Situasi kali ini terasa begitu asing. Kali ini diriku menatap tajam bayanganku di cermin, melihat dengan seksama semua pemandangan di wajahku. Penuh dengan luka dan memar. Bahkan ada sedikit darah yang mengering sebagai jejak luka itu. Terasa asing karena biasanya diriku tidak peduli akan hal itu. Tetapi kali ini terasa banyak hal yang terpikirkan.
Nadia datang bersama satu temannya menyadarkan lamunanku.
“Wajah kak Farah lukanya banyak banget, pasti sakit yah,” Nadia berkata dengan raut muka menyiratkan rasa kasihan.
Diriku hanya bisa diam dan tersenyum tipis sebagai pengganti jawabannya. Entah harus menjawab apa, tetapi mendengar kata dan melihat ekpresi dikasihani orang lain, sangatlah aku benci.
Setelah selesai mencuci tangan di wastafel, aku mulai beranjak menjauh meninggalkan Nadia dan temannya.

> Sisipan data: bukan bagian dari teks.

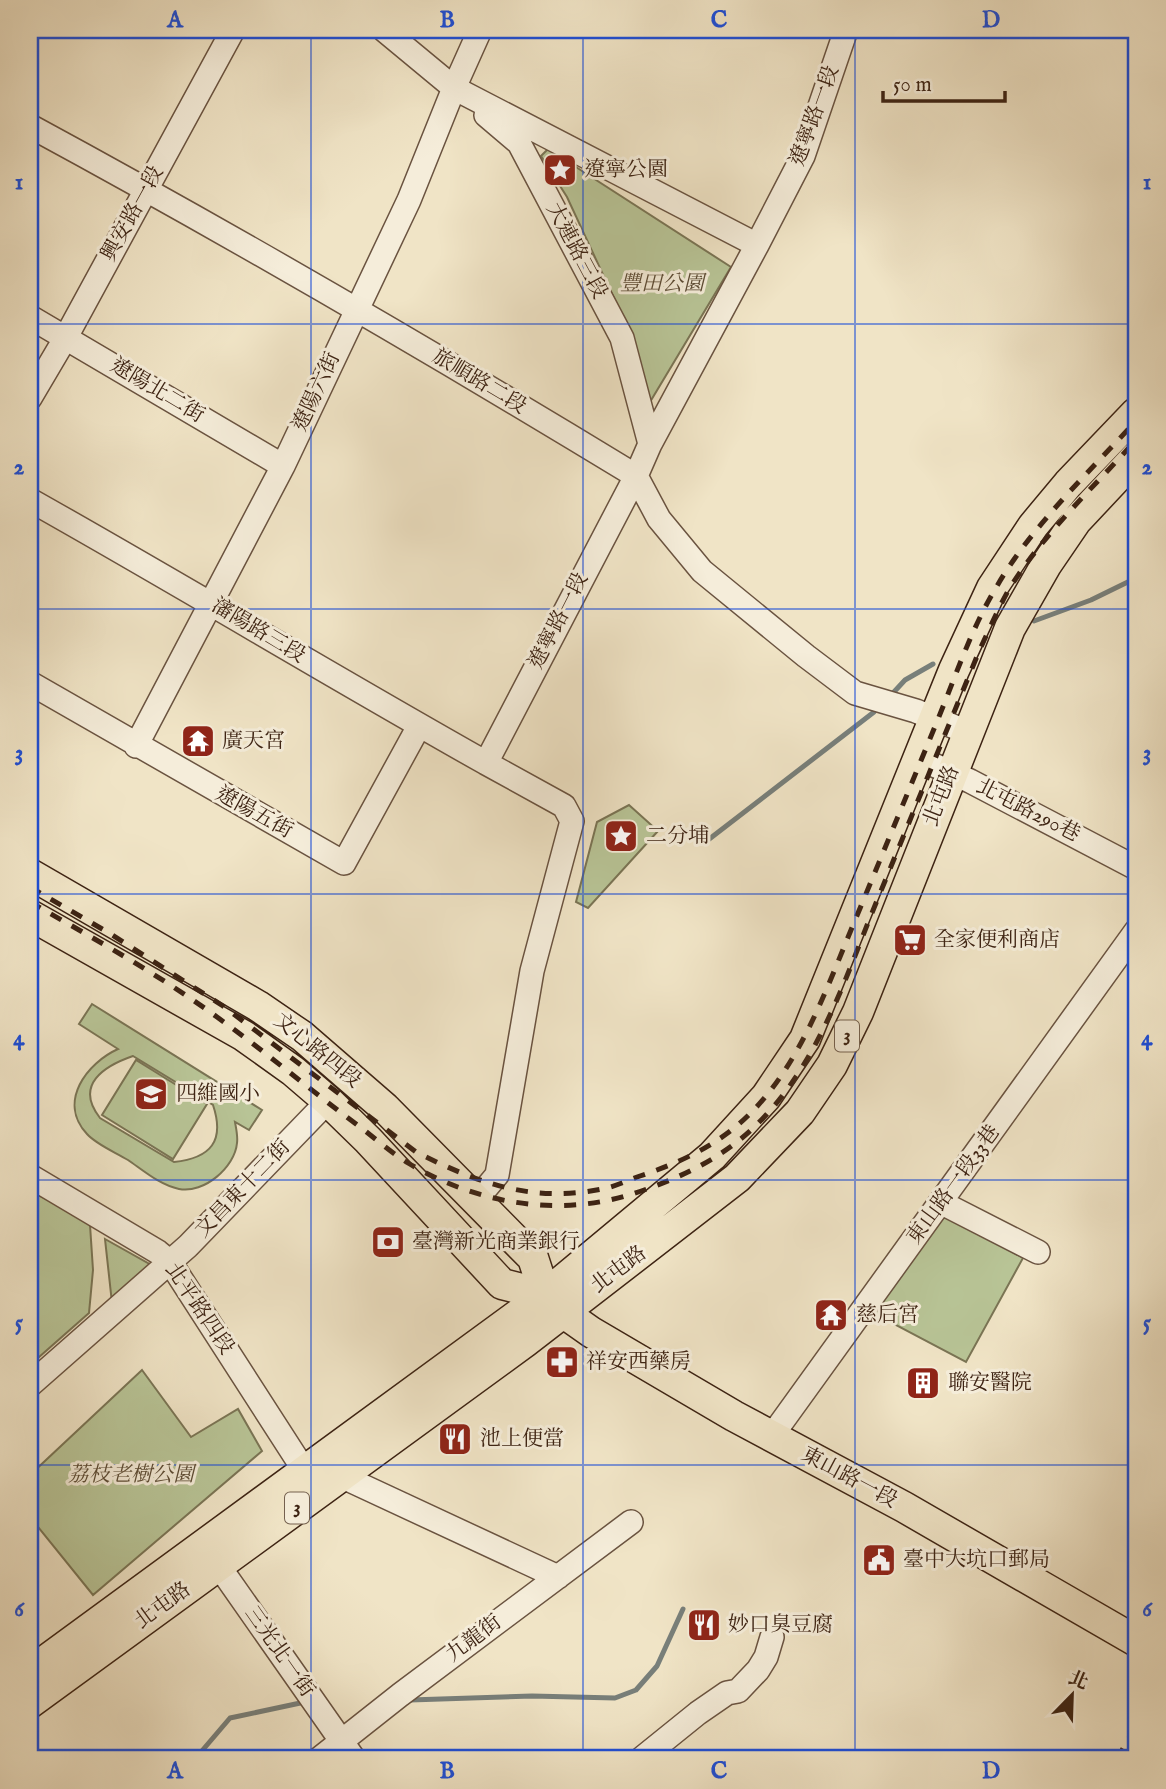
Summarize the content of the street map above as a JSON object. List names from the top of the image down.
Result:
{
  "streets": {
    "main road": [
      "北屯路",
      "3",
      "文心路四段",
      "東山路一段"
    ],
    "street": [
      "遼寧路一段",
      "興安路一段",
      "大連路三段",
      "旅順路二段",
      "遼陽北二街",
      "遼陽六街",
      "瀋陽路三段",
      "北屯路290巷",
      "遼陽五街",
      "東山路一段33巷",
      "文昌東十二街",
      "北平路四段",
      "九龍街",
      "三光北一街"
    ]
  },
  "crossings": [
    ["遼寧路一段", "大連路三段"],
    ["遼寧路一段", "旅順路二段"],
    ["遼寧路一段", "瀋陽路三段"],
    ["興安路一段", "旅順路二段"],
    ["興安路一段", "遼陽北二街"],
    ["大連路三段", "遼陽六街"],
    ["旅順路二段", "遼陽六街"],
    ["遼陽北二街", "遼陽六街"],
    ["遼陽六街", "瀋陽路三段"],
    ["遼陽六街", "遼陽五街"],
    ["瀋陽路三段", "遼陽五街"],
    ["北屯路", "北屯路290巷"],
    ["北屯路", "文心路四段"],
    ["北屯路", "北平路四段"],
    ["北屯路", "東山路一段"],
    ["北屯路", "三光北一街"],
    ["文心路四段", "文昌東十二街"],
    ["文心路四段", "東山路一段"],
    ["東山路一段33巷", "東山路一段"],
    ["文昌東十二街", "北平路四段"],
    ["九龍街", "三光北一街"]
  ],
  "parks": ["豐田公園", "荔枝老樹公園"],
  "places": {
    "place": ["遼寧公園", "二分埔"],
    "temple": ["廣天宮", "慈后宮"],
    "supermarket": ["全家便利商店"],
    "school or university": ["四維國小"],
    "bank": ["臺灣新光商業銀行"],
    "pharmacy": ["祥安西藥房"],
    "building": ["聯安醫院"],
    "restaurant": ["池上便當", "妙口臭豆腐"],
    "public building": ["臺中大坑口郵局"]
  },
  "scale_bar": "50 m",
  "north": "top right",
  "grid": {
    "columns": [
      "A",
      "B",
      "C",
      "D"
    ],
    "rows": [
      "1",
      "2",
      "3",
      "4",
      "5",
      "6"
    ]
  }
}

Langkah kaki belum begitu lama melaksanakan tugasnya tetapi manusia mulai berulah kembali.
Tepat di pintu keluar toilet itu, dirinya tak sengaja mendengar percakapan mereka. Ruangan yang bergema seperti mendukung agar diriku dapat mendengar hal itu.
“Bekas luka diwajah bakal bikin jadi tambah jelek ga sih. Lagian lemah banget sampai gabisa ngelindungin bagian wajahnya.”
Terdengar suara dari dalam toilet, persis seperti suara yang baru saja menebarkan rasa kasihan padaku tadi.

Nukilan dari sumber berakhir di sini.